▶ [REQUIREMENT]: The data must be written out once more, precisely as given.

[Saved entries]
--- START ---

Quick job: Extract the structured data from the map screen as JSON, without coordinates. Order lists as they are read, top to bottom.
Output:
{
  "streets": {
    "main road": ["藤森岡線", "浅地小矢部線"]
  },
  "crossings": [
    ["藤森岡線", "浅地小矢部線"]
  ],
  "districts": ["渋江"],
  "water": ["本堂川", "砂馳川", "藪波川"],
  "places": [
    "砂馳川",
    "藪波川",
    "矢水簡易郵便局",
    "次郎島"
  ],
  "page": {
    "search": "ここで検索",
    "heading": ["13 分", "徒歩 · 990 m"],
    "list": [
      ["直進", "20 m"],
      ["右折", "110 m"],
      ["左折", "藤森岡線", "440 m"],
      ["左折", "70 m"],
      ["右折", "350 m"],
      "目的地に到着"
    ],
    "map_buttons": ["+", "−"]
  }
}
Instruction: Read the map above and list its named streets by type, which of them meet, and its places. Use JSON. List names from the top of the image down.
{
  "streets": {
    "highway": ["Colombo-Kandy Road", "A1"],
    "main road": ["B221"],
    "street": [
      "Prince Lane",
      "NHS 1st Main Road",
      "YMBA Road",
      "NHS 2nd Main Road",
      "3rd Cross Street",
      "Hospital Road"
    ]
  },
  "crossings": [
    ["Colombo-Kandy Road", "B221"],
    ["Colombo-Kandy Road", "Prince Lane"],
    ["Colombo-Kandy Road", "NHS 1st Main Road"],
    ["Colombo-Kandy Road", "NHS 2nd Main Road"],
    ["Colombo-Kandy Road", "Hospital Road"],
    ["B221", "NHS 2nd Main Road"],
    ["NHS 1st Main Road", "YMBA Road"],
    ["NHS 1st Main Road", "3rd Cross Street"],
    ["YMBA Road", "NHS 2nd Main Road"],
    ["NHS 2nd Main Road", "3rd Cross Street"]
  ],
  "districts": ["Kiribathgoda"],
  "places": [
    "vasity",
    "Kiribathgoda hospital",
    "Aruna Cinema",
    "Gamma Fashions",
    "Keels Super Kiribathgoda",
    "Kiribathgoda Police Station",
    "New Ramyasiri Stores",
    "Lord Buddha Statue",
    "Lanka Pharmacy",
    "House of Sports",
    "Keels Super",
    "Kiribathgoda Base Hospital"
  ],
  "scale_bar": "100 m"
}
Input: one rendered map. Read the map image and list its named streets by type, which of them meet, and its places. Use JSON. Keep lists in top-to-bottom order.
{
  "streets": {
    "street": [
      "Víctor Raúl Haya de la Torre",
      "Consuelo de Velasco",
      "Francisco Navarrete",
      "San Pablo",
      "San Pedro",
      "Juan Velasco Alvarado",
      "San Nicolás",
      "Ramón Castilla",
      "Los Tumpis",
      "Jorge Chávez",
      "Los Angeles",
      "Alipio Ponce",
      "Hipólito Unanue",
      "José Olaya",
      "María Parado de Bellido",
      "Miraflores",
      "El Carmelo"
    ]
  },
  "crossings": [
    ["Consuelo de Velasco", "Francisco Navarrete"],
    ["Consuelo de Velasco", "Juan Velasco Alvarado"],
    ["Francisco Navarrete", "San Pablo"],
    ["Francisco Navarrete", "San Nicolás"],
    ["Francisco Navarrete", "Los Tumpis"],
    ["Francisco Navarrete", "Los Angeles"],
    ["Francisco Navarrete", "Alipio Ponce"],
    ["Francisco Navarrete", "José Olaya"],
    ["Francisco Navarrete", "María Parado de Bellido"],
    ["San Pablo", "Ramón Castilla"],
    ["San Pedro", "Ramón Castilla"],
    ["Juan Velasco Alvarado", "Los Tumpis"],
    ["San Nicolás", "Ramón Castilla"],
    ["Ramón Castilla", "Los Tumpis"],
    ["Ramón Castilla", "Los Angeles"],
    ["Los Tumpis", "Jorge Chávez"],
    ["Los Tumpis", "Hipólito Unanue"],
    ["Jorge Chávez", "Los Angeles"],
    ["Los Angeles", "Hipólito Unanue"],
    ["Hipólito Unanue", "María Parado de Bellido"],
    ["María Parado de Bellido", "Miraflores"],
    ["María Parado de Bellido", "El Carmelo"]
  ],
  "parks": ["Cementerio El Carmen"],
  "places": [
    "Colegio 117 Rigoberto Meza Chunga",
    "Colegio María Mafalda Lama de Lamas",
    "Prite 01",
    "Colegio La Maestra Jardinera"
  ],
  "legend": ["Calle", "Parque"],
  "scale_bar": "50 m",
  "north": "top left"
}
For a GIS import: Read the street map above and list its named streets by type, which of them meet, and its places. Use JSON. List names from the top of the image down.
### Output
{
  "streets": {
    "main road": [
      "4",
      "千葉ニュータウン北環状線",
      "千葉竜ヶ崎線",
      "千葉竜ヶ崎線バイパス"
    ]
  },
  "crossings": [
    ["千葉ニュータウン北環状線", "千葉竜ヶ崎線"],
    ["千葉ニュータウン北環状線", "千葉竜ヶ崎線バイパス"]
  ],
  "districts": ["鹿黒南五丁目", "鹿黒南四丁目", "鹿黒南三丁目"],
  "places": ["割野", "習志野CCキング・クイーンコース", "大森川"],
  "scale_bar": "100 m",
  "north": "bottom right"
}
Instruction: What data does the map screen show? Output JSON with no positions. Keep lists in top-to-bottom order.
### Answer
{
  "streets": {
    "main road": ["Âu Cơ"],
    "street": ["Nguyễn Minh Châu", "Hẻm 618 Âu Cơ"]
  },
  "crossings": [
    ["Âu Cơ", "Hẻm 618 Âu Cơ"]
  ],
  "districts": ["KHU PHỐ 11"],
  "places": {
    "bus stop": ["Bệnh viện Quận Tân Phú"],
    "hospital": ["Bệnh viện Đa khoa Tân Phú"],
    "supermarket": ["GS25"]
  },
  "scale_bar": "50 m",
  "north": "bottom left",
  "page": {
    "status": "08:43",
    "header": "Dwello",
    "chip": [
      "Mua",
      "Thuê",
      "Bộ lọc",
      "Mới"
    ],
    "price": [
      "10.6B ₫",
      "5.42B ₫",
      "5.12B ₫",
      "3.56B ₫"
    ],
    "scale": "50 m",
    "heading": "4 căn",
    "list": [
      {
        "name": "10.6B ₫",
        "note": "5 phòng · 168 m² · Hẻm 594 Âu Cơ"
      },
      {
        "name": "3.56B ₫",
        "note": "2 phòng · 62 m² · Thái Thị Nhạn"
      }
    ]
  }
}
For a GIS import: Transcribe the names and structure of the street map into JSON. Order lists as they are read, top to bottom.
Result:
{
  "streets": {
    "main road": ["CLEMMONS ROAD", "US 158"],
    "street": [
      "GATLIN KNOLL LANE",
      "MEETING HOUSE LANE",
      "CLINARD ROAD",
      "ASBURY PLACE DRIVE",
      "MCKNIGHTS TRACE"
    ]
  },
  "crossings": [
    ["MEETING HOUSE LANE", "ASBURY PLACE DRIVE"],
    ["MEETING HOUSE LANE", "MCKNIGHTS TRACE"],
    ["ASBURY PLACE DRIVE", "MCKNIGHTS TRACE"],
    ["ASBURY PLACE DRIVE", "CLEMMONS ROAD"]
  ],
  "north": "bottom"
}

--- END ---

▶ [YOUR SOLUTION]:
Quick job: Extract the structured data from the map screen as JSON, without coordinates. Order lists as they are read, top to bottom.
Output:
{
  "streets": {
    "main road": ["藤森岡線", "浅地小矢部線"]
  },
  "crossings": [
    ["藤森岡線", "浅地小矢部線"]
  ],
  "districts": ["渋江"],
  "water": ["本堂川", "砂馳川", "藪波川"],
  "places": [
    "砂馳川",
    "藪波川",
    "矢水簡易郵便局",
    "次郎島"
  ],
  "page": {
    "search": "ここで検索",
    "heading": ["13 分", "徒歩 · 990 m"],
    "list": [
      ["直進", "20 m"],
      ["右折", "110 m"],
      ["左折", "藤森岡線", "440 m"],
      ["左折", "70 m"],
      ["右折", "350 m"],
      "目的地に到着"
    ],
    "map_buttons": ["+", "−"]
  }
}
Instruction: Read the map above and list its named streets by type, which of them meet, and its places. Use JSON. List names from the top of the image down.
{
  "streets": {
    "highway": ["Colombo-Kandy Road", "A1"],
    "main road": ["B221"],
    "street": [
      "Prince Lane",
      "NHS 1st Main Road",
      "YMBA Road",
      "NHS 2nd Main Road",
      "3rd Cross Street",
      "Hospital Road"
    ]
  },
  "crossings": [
    ["Colombo-Kandy Road", "B221"],
    ["Colombo-Kandy Road", "Prince Lane"],
    ["Colombo-Kandy Road", "NHS 1st Main Road"],
    ["Colombo-Kandy Road", "NHS 2nd Main Road"],
    ["Colombo-Kandy Road", "Hospital Road"],
    ["B221", "NHS 2nd Main Road"],
    ["NHS 1st Main Road", "YMBA Road"],
    ["NHS 1st Main Road", "3rd Cross Street"],
    ["YMBA Road", "NHS 2nd Main Road"],
    ["NHS 2nd Main Road", "3rd Cross Street"]
  ],
  "districts": ["Kiribathgoda"],
  "places": [
    "vasity",
    "Kiribathgoda hospital",
    "Aruna Cinema",
    "Gamma Fashions",
    "Keels Super Kiribathgoda",
    "Kiribathgoda Police Station",
    "New Ramyasiri Stores",
    "Lord Buddha Statue",
    "Lanka Pharmacy",
    "House of Sports",
    "Keels Super",
    "Kiribathgoda Base Hospital"
  ],
  "scale_bar": "100 m"
}
Input: one rendered map. Read the map image and list its named streets by type, which of them meet, and its places. Use JSON. Keep lists in top-to-bottom order.
{
  "streets": {
    "street": [
      "Víctor Raúl Haya de la Torre",
      "Consuelo de Velasco",
      "Francisco Navarrete",
      "San Pablo",
      "San Pedro",
      "Juan Velasco Alvarado",
      "San Nicolás",
      "Ramón Castilla",
      "Los Tumpis",
      "Jorge Chávez",
      "Los Angeles",
      "Alipio Ponce",
      "Hipólito Unanue",
      "José Olaya",
      "María Parado de Bellido",
      "Miraflores",
      "El Carmelo"
    ]
  },
  "crossings": [
    ["Consuelo de Velasco", "Francisco Navarrete"],
    ["Consuelo de Velasco", "Juan Velasco Alvarado"],
    ["Francisco Navarrete", "San Pablo"],
    ["Francisco Navarrete", "San Nicolás"],
    ["Francisco Navarrete", "Los Tumpis"],
    ["Francisco Navarrete", "Los Angeles"],
    ["Francisco Navarrete", "Alipio Ponce"],
    ["Francisco Navarrete", "José Olaya"],
    ["Francisco Navarrete", "María Parado de Bellido"],
    ["San Pablo", "Ramón Castilla"],
    ["San Pedro", "Ramón Castilla"],
    ["Juan Velasco Alvarado", "Los Tumpis"],
    ["San Nicolás", "Ramón Castilla"],
    ["Ramón Castilla", "Los Tumpis"],
    ["Ramón Castilla", "Los Angeles"],
    ["Los Tumpis", "Jorge Chávez"],
    ["Los Tumpis", "Hipólito Unanue"],
    ["Jorge Chávez", "Los Angeles"],
    ["Los Angeles", "Hipólito Unanue"],
    ["Hipólito Unanue", "María Parado de Bellido"],
    ["María Parado de Bellido", "Miraflores"],
    ["María Parado de Bellido", "El Carmelo"]
  ],
  "parks": ["Cementerio El Carmen"],
  "places": [
    "Colegio 117 Rigoberto Meza Chunga",
    "Colegio María Mafalda Lama de Lamas",
    "Prite 01",
    "Colegio La Maestra Jardinera"
  ],
  "legend": ["Calle", "Parque"],
  "scale_bar": "50 m",
  "north": "top left"
}
For a GIS import: Read the street map above and list its named streets by type, which of them meet, and its places. Use JSON. List names from the top of the image down.
### Output
{
  "streets": {
    "main road": [
      "4",
      "千葉ニュータウン北環状線",
      "千葉竜ヶ崎線",
      "千葉竜ヶ崎線バイパス"
    ]
  },
  "crossings": [
    ["千葉ニュータウン北環状線", "千葉竜ヶ崎線"],
    ["千葉ニュータウン北環状線", "千葉竜ヶ崎線バイパス"]
  ],
  "districts": ["鹿黒南五丁目", "鹿黒南四丁目", "鹿黒南三丁目"],
  "places": ["割野", "習志野CCキング・クイーンコース", "大森川"],
  "scale_bar": "100 m",
  "north": "bottom right"
}
Instruction: What data does the map screen show? Output JSON with no positions. Keep lists in top-to-bottom order.
### Answer
{
  "streets": {
    "main road": ["Âu Cơ"],
    "street": ["Nguyễn Minh Châu", "Hẻm 618 Âu Cơ"]
  },
  "crossings": [
    ["Âu Cơ", "Hẻm 618 Âu Cơ"]
  ],
  "districts": ["KHU PHỐ 11"],
  "places": {
    "bus stop": ["Bệnh viện Quận Tân Phú"],
    "hospital": ["Bệnh viện Đa khoa Tân Phú"],
    "supermarket": ["GS25"]
  },
  "scale_bar": "50 m",
  "north": "bottom left",
  "page": {
    "status": "08:43",
    "header": "Dwello",
    "chip": [
      "Mua",
      "Thuê",
      "Bộ lọc",
      "Mới"
    ],
    "price": [
      "10.6B ₫",
      "5.42B ₫",
      "5.12B ₫",
      "3.56B ₫"
    ],
    "scale": "50 m",
    "heading": "4 căn",
    "list": [
      {
        "name": "10.6B ₫",
        "note": "5 phòng · 168 m² · Hẻm 594 Âu Cơ"
      },
      {
        "name": "3.56B ₫",
        "note": "2 phòng · 62 m² · Thái Thị Nhạn"
      }
    ]
  }
}
For a GIS import: Transcribe the names and structure of the street map into JSON. Order lists as they are read, top to bottom.
Result:
{
  "streets": {
    "main road": ["CLEMMONS ROAD", "US 158"],
    "street": [
      "GATLIN KNOLL LANE",
      "MEETING HOUSE LANE",
      "CLINARD ROAD",
      "ASBURY PLACE DRIVE",
      "MCKNIGHTS TRACE"
    ]
  },
  "crossings": [
    ["MEETING HOUSE LANE", "ASBURY PLACE DRIVE"],
    ["MEETING HOUSE LANE", "MCKNIGHTS TRACE"],
    ["ASBURY PLACE DRIVE", "MCKNIGHTS TRACE"],
    ["ASBURY PLACE DRIVE", "CLEMMONS ROAD"]
  ],
  "north": "bottom"
}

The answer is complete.